As Hurricane Matthew bears down on Florida, the Energy Department (DOE) is monitoring energy infrastructure and coordinating responses across the federal community, state and local governments, and with partners in industry.
DOE emergency responders are now staffing the Federal Emergency Management Agency (FEMA) National Response Coordination Center in Washington, DC and the Regional Response Coordination Center in Atlanta, GA, as well as the state emergency operations centers in Florida, Georgia, and South Carolina.

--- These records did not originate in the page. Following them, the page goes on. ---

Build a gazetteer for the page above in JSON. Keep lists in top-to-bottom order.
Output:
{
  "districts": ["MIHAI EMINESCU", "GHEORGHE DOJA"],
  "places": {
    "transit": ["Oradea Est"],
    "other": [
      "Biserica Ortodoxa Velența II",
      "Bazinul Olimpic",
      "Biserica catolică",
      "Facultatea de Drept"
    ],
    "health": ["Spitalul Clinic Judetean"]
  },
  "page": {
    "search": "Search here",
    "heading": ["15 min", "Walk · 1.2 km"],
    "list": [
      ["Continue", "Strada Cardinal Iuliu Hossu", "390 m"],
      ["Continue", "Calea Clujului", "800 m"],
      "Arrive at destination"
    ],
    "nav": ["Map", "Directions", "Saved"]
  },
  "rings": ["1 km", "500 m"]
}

DOE Emergency responders facilitate clear and consistent communication with other responders and the energy sector, and provide subject matter expertise to help with restoration, and assist the Federal government in restoration efforts. We do so in close communication with our Federal partners, including FEMA, the Departments of Homeland Security, Transportation, Defense, Interior, and the Environmental Protection Agency, as well as state agencies and energy companies affected by the storm. DOE will begin issuing situation reports this weekend to provide details on the storm’s impact, and the recovery and restoration activities being undertaken.

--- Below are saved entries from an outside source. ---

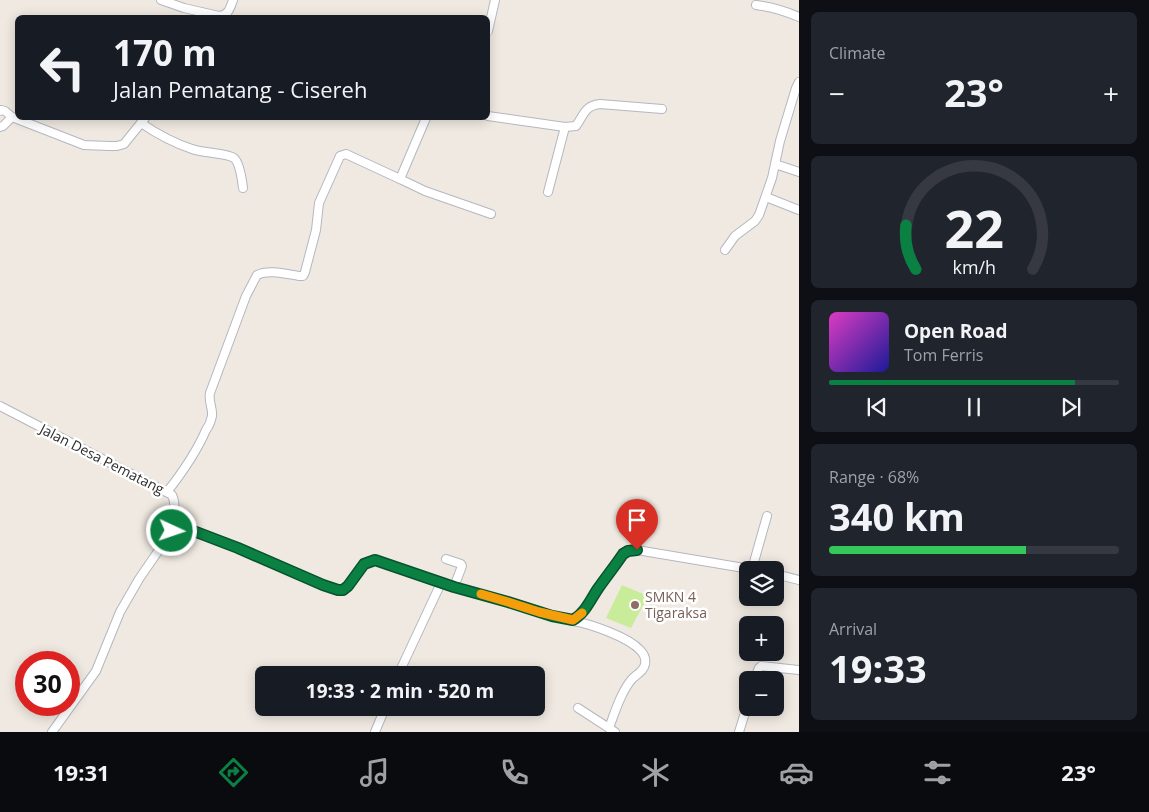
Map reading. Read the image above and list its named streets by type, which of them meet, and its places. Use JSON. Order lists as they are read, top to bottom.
{
  "streets": {
    "street": ["Jalan Desa Pematang"]
  },
  "places": ["SMKN 4 Tigaraksa"],
  "page": {
    "tile": [
      "Climate",
      ["Range · 68%", "340 km"],
      ["Arrival", "19:33"]
    ],
    "turn": ["170 m", "Jalan Pematang - Cisereh"],
    "heat": ["−", "23°", "+"],
    "song": ["Open Road", "Tom Ferris"],
    "map_buttons": ["+", "−"],
    "limit": "30",
    "trip": "19:33 · 2 min · 520 m",
    "tabs": ["19:31", "23°"],
    "gauge": ["22", "km/h"]
  }
}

The energy sector, including utilities, have prepared for Hurricane Matthew by bringing in additional crews, preparing equipment for emergency restoration work, and ensuring that additional supplies, such as utility poles, are on hand to respond and restore service as quickly and safely as possible should outages occur. Advanced sensing and monitoring technologies recently deployed by many companies can help reduce restoration time by detecting the location and extent of the damage, and isolating the problem to keep as much of the electric grid as possible operating during an emergency. DOE has been in contact with its Strategic Petroleum Reserve to confirm its readiness in the unlikely event of a major supply disruption. And as part of DOE’s ongoing emergency preparedness planning with the utility industry through the Electricity Sub-Sector Coordinating Council (ESCC), DOE senior leadership is conducting daily coordinating calls with utility trade associations, investor-owned utilities – including Florida Power & Light – and public power and cooperative electric utilities. This strong partnership is critical to effective emergency response and recovery.

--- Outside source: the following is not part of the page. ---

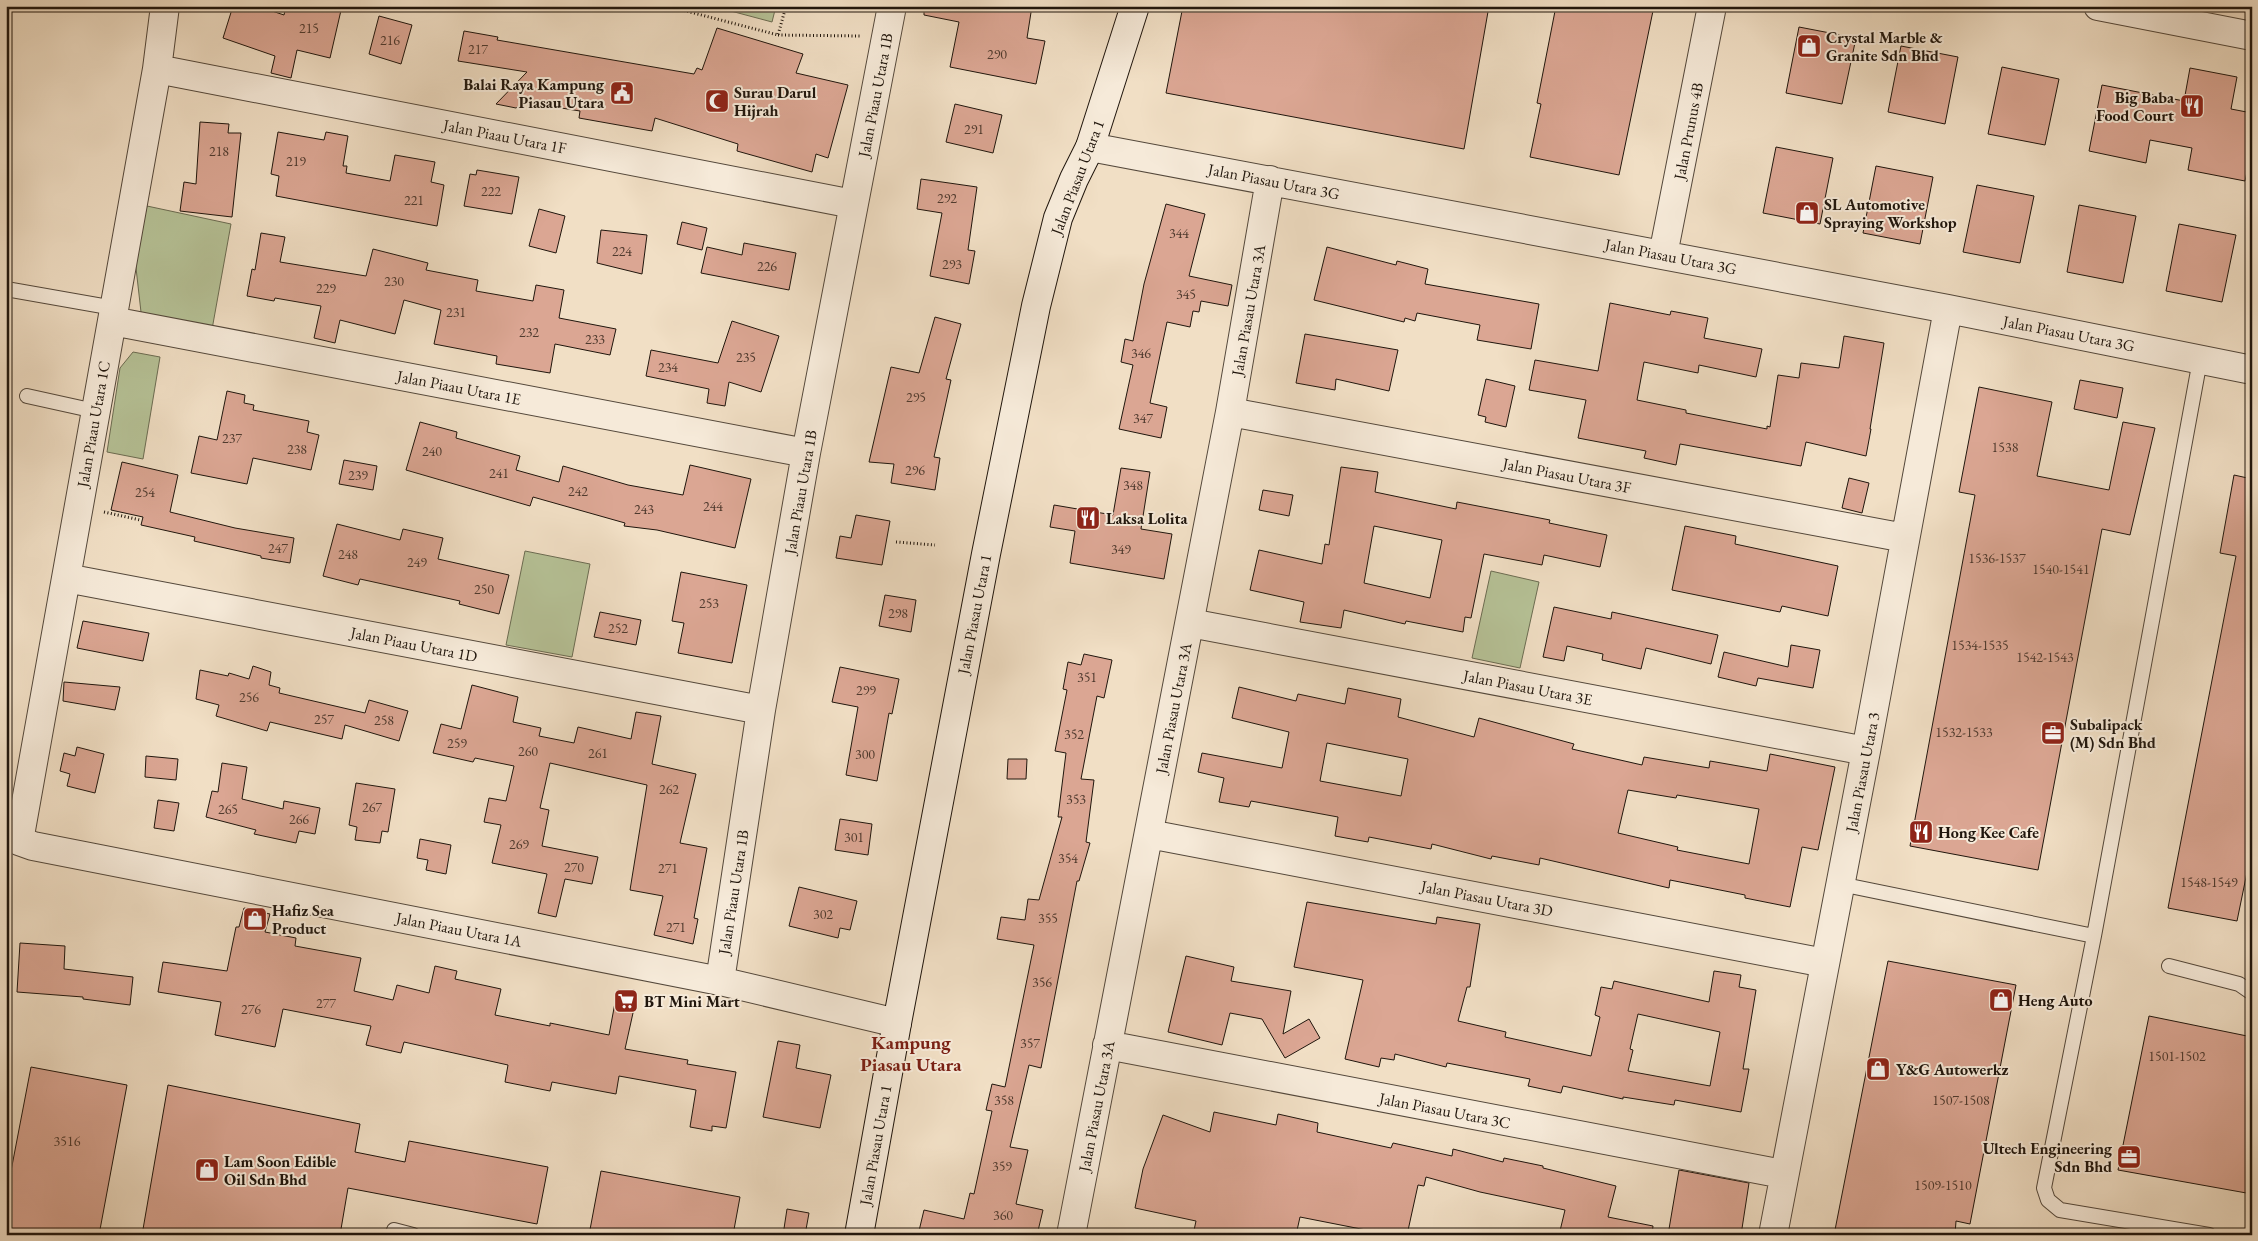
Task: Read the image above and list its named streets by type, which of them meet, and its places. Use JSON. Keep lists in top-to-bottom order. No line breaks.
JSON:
{"streets":{"street":["Jalan Piaau Utara 1B","Jalan Prunus 4B","Jalan Piaau Utara 1F","Jalan Piasau Utara 1","Jalan Piasau Utara 3G","Jalan Piasau Utara 3A","Jalan Piaau Utara 1E","Jalan Piaau Utara 1C","Jalan Piasau Utara 3F","Jalan Piaau Utara 1D","Jalan Piasau Utara 3E","Jalan Piasau Utara 3","Jalan Piasau Utara 3D","Jalan Piaau Utara 1A","Jalan Piasau Utara 3C"]},"crossings":[["Jalan Piaau Utara 1B","Jalan Piaau Utara 1F"],["Jalan Piaau Utara 1B","Jalan Piaau Utara 1E"],["Jalan Piaau Utara 1B","Jalan Piaau Utara 1D"],["Jalan Piaau Utara 1B","Jalan Piaau Utara 1A"],["Jalan Prunus 4B","Jalan Piasau Utara 3G"],["Jalan Piaau Utara 1F","Jalan Piaau Utara 1C"],["Jalan Piasau Utara 1","Jalan Piasau Utara 3G"],["Jalan Piasau Utara 1","Jalan Piaau Utara 1A"],["Jalan Piasau Utara 3G","Jalan Piasau Utara 3A"],["Jalan Piasau Utara 3G","Jalan Piasau Utara 3"],["Jalan Piasau Utara 3A","Jalan Piasau Utara 3F"],["Jalan Piasau Utara 3A","Jalan Piasau Utara 3E"],["Jalan Piasau Utara 3A","Jalan Piasau Utara 3D"],["Jalan Piasau Utara 3A","Jalan Piasau Utara 3C"],["Jalan Piaau Utara 1E","Jalan Piaau Utara 1C"],["Jalan Piaau Utara 1C","Jalan Piaau Utara 1D"],["Jalan Piaau Utara 1C","Jalan Piaau Utara 1A"],["Jalan Piasau Utara 3F","Jalan Piasau Utara 3"],["Jalan Piasau Utara 3E","Jalan Piasau Utara 3"],["Jalan Piasau Utara 3","Jalan Piasau Utara 3D"],["Jalan Piasau Utara 3","Jalan Piasau Utara 3C"]],"districts":["Kampung Piasau Utara"],"places":{"shop":["Crystal Marble & Granite Sdn Bhd","SL Automotive Spraying Workshop","Hafiz Sea Product","Heng Auto","Y&G Autowerkz","Lam Soon Edible Oil Sdn Bhd"],"public building":["Balai Raya Kampung Piasau Utara"],"mosque":["Surau Darul Hijrah"],"restaurant":["Big Baba Food Court","Laksa Lolita","Hong Kee Cafe"],"office":["Subalipack (M) Sdn Bhd","Ultech Engineering Sdn Bhd"],"supermarket":["BT Mini Mart"]},"house_numbers":["215","216","217","290","291","218","219","222","292","221","344","224","293","226","230","229","345","231","232","233","346","235","234","295","347","237","1538","238","240","296","241","239","348","242","254","244","243","247","349","248","1536-1537","249","1540-1541","250","253","298","252","1534-1535","1542-1543","351","299","256","257","258","1532-1533","352","259","260","261","300","262","353","267","265","266","301","269","354","270","271","1548-1549","302","355","271","356","277","276","357","1501-1502","358","1507-1508","3516","359","1509-1510","360"]}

As the National Oceanic and Atmospheric Administration (NOAA) and FEMA have emphasized, it is crucial to be aware that the hazards of hurricanes can include storm surges, heavy rainfall, inland flooding, high winds, tornadoes, and rip currents. The FEMA website also offers practical guidance on what to do before, during, and after a hurricane. Most importantly, be sure to listen to the direction of local authorities, and follow local updates. If local officials give the order to evacuate, do so immediately along your approved evacuation route. Energy emergency planning resources are available at the Office of Electricity Delivery and Energy Reliability’s Community Guidelines website.